Imagine interviewing at Apple, and not knowing what iTunes was. Or walking into Nike, and never hearing of the Shox. That was the equivalent of what happened when Sundar Pichai, Google CEO, was interviewing for a VP of Product Management job at the tech giant 15 years ago. 

In his interview, Pichai was asked what he thought of Gmail. There was just one problem. As detailed in a CNBC article, "Google had just announced the email service that very same day, on April 1. "I thought it was an April Fool's Day joke," Pichai said.
Obviously, he wouldn't have known about the new email platform -- the question was more than likely a test to see how he would respond.

At that point, Pichai had two options: He could have played it off, made something up, and acted like he had heard of Gmail, or do what he did instead. 

Rather than trying to hide it, Pichai chose the high road and admitted that he couldn't comment because he had never used the product.

I've been in recruiting for eight years and I have to admit, that response took guts.

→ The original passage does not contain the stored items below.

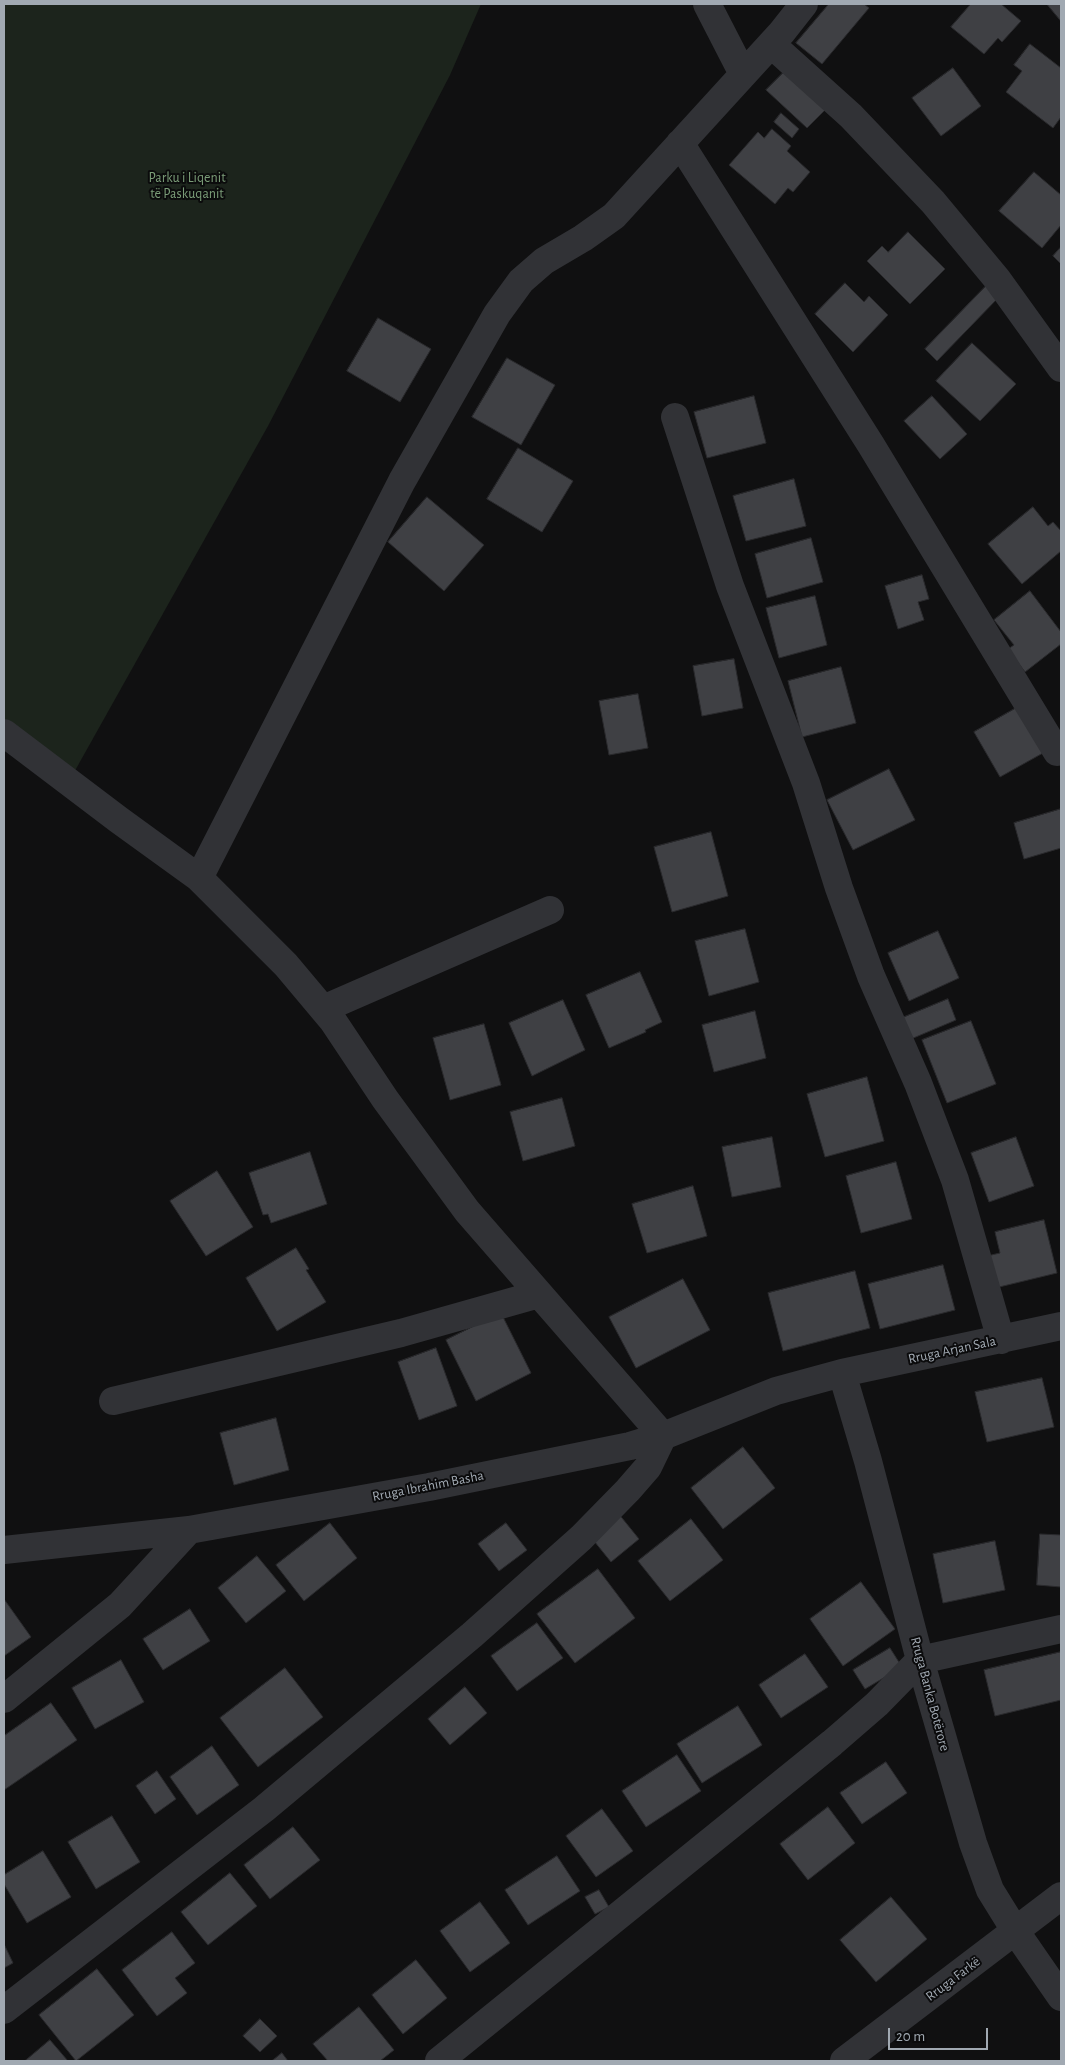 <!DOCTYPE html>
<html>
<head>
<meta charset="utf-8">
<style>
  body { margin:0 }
  #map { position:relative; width:1065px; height:2065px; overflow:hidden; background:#101011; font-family:"Alegreya Sans",sans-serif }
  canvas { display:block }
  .frame { position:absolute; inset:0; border:5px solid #a1a9b2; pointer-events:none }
  .scale { position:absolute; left:888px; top:2028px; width:100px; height:22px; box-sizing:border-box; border:2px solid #a1a9b2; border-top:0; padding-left:6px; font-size:15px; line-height:18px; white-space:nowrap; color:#a1a9b2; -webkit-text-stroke:4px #0b0b0c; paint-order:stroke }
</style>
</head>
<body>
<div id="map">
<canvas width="1065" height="2065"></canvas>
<div class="frame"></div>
<div class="scale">20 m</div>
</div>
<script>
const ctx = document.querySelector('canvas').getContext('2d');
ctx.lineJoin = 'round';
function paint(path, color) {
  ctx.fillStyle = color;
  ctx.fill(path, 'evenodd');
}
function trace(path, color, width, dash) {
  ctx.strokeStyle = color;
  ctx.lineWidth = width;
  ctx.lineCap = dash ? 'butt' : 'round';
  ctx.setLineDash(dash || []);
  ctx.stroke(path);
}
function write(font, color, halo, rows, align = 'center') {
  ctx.font = font + ' "Alegreya Sans",sans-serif';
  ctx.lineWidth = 4;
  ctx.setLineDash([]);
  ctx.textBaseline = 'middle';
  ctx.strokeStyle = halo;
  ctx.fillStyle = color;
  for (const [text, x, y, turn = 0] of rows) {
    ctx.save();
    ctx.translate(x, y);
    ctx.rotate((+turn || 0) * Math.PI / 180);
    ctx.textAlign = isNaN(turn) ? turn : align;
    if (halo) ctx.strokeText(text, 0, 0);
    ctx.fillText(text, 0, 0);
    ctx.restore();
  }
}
paint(new Path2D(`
  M 4,4 L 481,4 L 450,75 L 268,426 L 72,776 L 4,721 Z`), '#1c241c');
const building = new Path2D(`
  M 829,4 L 864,4 L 869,8 L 822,64 L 796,43 Z
  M 971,4 L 1001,4 L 1021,21 L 1002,42 L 998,38 L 984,54 L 951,27 Z
  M 1047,4 L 1061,4 L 1061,21 Z
  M 1030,44 L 1061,68 L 1061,117 L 1053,128 L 1006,92 L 1022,71 L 1014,65 Z
  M 953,68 L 981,106 L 941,136 L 912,98 Z
  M 784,72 L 825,110 L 807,128 L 766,90 Z
  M 781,113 L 799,129 L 792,138 L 774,122 Z
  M 772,129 L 791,146 L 787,151 L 810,172 L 793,192 L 788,188 L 775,204 L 729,165 L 758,132 L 764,138 Z
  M 1034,172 L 1061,195 L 1061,225 L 1042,248 L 999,211 Z
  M 908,232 L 945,269 L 910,304 L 867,261 L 882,246 L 888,252 Z
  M 1061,247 L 1061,264 L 1053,256 Z
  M 845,283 L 864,302 L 869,296 L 888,315 L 853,352 L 815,314 Z
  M 986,286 L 998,298 L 937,361 L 925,349 Z
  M 378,318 L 431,349 L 400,402 L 347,371 Z
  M 972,343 L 1016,384 L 980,421 L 936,381 Z
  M 507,358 L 555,385 L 521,445 L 472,417 Z
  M 754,396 L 766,443 L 707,458 L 694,412 Z
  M 932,396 L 967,434 L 940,459 L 904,421 Z
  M 518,448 L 573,481 L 542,532 L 487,499 Z
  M 794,479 L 806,526 L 746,541 L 733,496 Z
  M 427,497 L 484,545 L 444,591 L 388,542 Z
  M 1033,507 L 1048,526 L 1053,522 L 1061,531 L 1061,551 L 1022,584 L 988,544 Z
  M 811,538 L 823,582 L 767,598 L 755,554 Z
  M 922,575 L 929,599 L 918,602 L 924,620 L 898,629 L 885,586 Z
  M 1030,591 L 1061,632 L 1061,644 L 1025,672 L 1008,649 L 1014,645 L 994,620 Z
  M 815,596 L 827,645 L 779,658 L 766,608 Z
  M 734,659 L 743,708 L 702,716 L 693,666 Z
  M 841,667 L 856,723 L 802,737 L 788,681 Z
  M 638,694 L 648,748 L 609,755 L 599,701 Z
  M 1018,707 L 1043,753 L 1000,777 L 974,732 Z
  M 889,769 L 915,820 L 853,850 L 827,800 Z
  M 1061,809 L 1061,848 L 1024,859 L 1014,823 Z
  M 711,832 L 728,896 L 672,912 L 654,847 Z
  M 745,929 L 759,982 L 709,996 L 695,941 Z
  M 938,931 L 959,978 L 909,1001 L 888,953 Z
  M 640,972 L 662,1022 L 645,1030 L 646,1032 L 609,1048 L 586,995 Z
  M 948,999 L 956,1020 L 911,1039 L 902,1018 Z
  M 563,1000 L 585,1050 L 532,1076 L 509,1023 Z
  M 755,1011 L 766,1058 L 714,1072 L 702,1025 Z
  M 971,1021 L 996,1084 L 947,1103 L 922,1040 Z
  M 484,1024 L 501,1085 L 450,1100 L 433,1038 Z
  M 867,1077 L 884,1141 L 825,1157 L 807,1094 Z
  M 562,1098 L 575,1146 L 523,1161 L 510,1112 Z
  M 772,1137 L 781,1187 L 732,1197 L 722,1147 Z
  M 1016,1137 L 1034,1186 L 989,1202 L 971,1153 Z
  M 310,1152 L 327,1204 L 271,1223 L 268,1214 L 263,1215 L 249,1173 Z
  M 896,1162 L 912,1219 L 861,1233 L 846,1176 Z
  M 217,1171 L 253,1227 L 206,1256 L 170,1201 Z
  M 693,1186 L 707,1236 L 647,1253 L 632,1204 Z
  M 1044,1220 L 1057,1273 L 995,1288 L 987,1256 L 1000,1253 L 995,1232 Z
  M 296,1248 L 309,1269 L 306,1270 L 326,1302 L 277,1331 L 246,1278 Z
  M 943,1265 L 955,1310 L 880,1329 L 868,1284 Z
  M 855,1271 L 870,1328 L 783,1351 L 768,1293 Z
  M 683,1279 L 710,1330 L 636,1368 L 609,1317 Z
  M 501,1313 L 531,1373 L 476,1401 L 446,1340 Z
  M 436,1348 L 457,1406 L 419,1420 L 398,1362 Z
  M 1042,1378 L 1054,1427 L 987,1442 L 975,1392 Z
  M 276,1418 L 289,1470 L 234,1485 L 220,1433 Z
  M 743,1447 L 775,1488 L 723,1529 L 691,1488 Z
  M 618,1513 L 639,1539 L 611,1562 L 590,1536 Z
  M 691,1519 L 723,1560 L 670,1601 L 638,1561 Z
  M 330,1523 L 357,1558 L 304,1601 L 276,1565 Z
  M 506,1523 L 527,1550 L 499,1571 L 478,1544 Z
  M 1040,1534 L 1061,1535 L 1061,1587 L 1037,1585 Z
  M 995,1541 L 1005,1590 L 943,1603 L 933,1554 Z
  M 257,1556 L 286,1591 L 246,1623 L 218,1588 Z
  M 598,1569 L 635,1618 L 575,1663 L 537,1614 Z
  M 861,1582 L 895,1629 L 843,1666 L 810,1619 Z
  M 4,1599 L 31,1637 L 4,1656 Z
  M 190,1609 L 210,1641 L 163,1670 L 143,1639 Z
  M 537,1623 L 563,1658 L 517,1691 L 491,1656 Z
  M 890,1648 L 902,1667 L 865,1689 L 853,1670 Z
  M 1061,1652 L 1061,1700 L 995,1716 L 984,1670 Z
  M 805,1654 L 828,1687 L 781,1718 L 759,1685 Z
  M 121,1660 L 144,1702 L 95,1729 L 72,1688 Z
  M 285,1668 L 323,1717 L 258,1767 L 220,1718 Z
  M 465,1687 L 487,1713 L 450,1745 L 428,1719 Z
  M 51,1703 L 77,1740 L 4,1790 L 4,1736 Z
  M 738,1706 L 762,1745 L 702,1783 L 677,1744 Z
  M 212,1746 L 239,1785 L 197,1815 L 170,1777 Z
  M 677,1755 L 701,1791 L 646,1827 L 622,1791 Z
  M 886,1762 L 907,1793 L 862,1824 L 840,1793 Z
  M 157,1771 L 176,1799 L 155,1814 L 136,1786 Z
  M 828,1807 L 855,1843 L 808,1880 L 780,1844 Z
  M 602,1809 L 633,1851 L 596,1877 L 566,1836 Z
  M 112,1816 L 140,1862 L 96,1889 L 68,1842 Z
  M 293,1827 L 320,1860 L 270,1899 L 244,1865 Z
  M 43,1851 L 71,1897 L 27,1923 L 4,1884 L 4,1875 Z
  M 557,1856 L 580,1891 L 528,1925 L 505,1890 Z
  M 230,1873 L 257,1906 L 208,1945 L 181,1912 Z
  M 599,1890 L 609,1907 L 595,1914 L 585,1897 Z
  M 891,1897 L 927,1939 L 876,1982 L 840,1940 Z
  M 480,1902 L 510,1943 L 470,1972 L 440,1931 Z
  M 172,1932 L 195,1963 L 175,1978 L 187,1993 L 157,2016 L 122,1970 Z
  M 4,1944 L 13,1963 L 4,1968 Z
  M 416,1960 L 447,1998 L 403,2034 L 372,1995 Z
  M 97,1969 L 134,2015 L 76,2061 L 39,2015 Z
  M 359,2007 L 394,2050 L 380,2061 L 328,2061 L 313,2044 Z
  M 260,2019 L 277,2036 L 260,2052 L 243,2036 Z
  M 50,2040 L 68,2061 L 25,2061 Z
  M 282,2053 L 288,2061 L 272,2061 Z`);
paint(building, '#3f4044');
trace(building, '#2a2a2d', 1);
trace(new Path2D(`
  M 707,4 L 743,74
  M 771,44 L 851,116 L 933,202 L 997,279 L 1061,368
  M 680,143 L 871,445 L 1057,752
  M 675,417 L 730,586 L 806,783 L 839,888 L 871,976 L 918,1083 L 955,1180 L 1001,1340
  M 4,733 L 119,820 L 199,878 L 286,965 L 333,1021 L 385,1099 L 467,1211 L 663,1436 L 648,1467 L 628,1490 L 581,1538 L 472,1635 L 264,1809 L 4,2010
  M 199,878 L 402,481 L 497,314 L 521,281 L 544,261 L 583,238 L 614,216 L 782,32 L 804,4
  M 323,1009 L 550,910
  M 842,1373 L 868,1461 L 920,1660 L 973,1843 L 990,1890 L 1016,1932 L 1061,1997
  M 113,1401 L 401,1333 L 539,1294
  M 4,1550 L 189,1530 L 429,1487 L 630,1446 L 663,1436 L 776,1391 L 842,1373 L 1061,1326
  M 4,1699 L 120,1605 L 189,1530
  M 439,2061 L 832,1743 L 877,1704 L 920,1660 L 1061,1629
  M 844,2061 L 1061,1896`), '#313236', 28);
write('14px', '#7b9d78', '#0b0b0c', [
  ["Parku i Liqenit",187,178],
  ["të Paskuqanit",187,194]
]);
write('14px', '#a1a9b2', '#0b0b0c', [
  ["Rruga Arjan Sala",952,1350,-12],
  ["Rruga Ibrahim Basha",428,1486,-11],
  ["Rruga Banka Botërore",930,1694,75],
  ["Rruga Farkë",953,1979,-37]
]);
</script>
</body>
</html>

Most candidates would have tried to backpedal and redirect the conversation to cover up their lack of experience. The ironic thing about that approach is that it almost always backfires.

While trying to conceal their weaknesses, they expose one of the greatest faults of all -- egoism. No one wants to work with a "know-it-all."

There are two essential interviewing lessons to learn from Pichai's response: 

1. Companies can't help those who won't help themselves. 

The sad thing about arrogance is not the damaging and isolating effects of narcissism, it's the realization that the individual will never be able to grow. You can't learn from mistakes that you "never" make. 

Regardless of title, a growth mindset is key to being successful as a new employee. You're new, and you don't know everything. Going into an interview trying to convince people otherwise will only lead to unreal expectations and problems down the road. 

Instead of trying to oversell your strengths, demonstrate your intellectual curiosity and focus on your willingness to learn. Google found that simply believing you can evolve makes you more eager to learn, challenge yourself, and experiment--which eventually boosts potential and performance.

2. Honesty is the best policy. 

It's important to remain truthful and composed throughout the interview. Remember, an employer expects you to be on your best behavior. So, if there is even a shred of confusion, doubt, or concern about your character, then they anticipate it amplifying once you start.

Although it may seem counterintuitive, being honest and admitting your weaknesses is one of the greatest signs of strength. 

During an interview, there is a lot of pressure to impress others and stand out. However, doing so at the expense of your integrity isn't worth it. As a corporate recruiter, I can say with confidence that employers aren't looking for perfection. We're looking for someone with the skills to do the job, the intellectual humility to admit when development is needed, and the will to learn.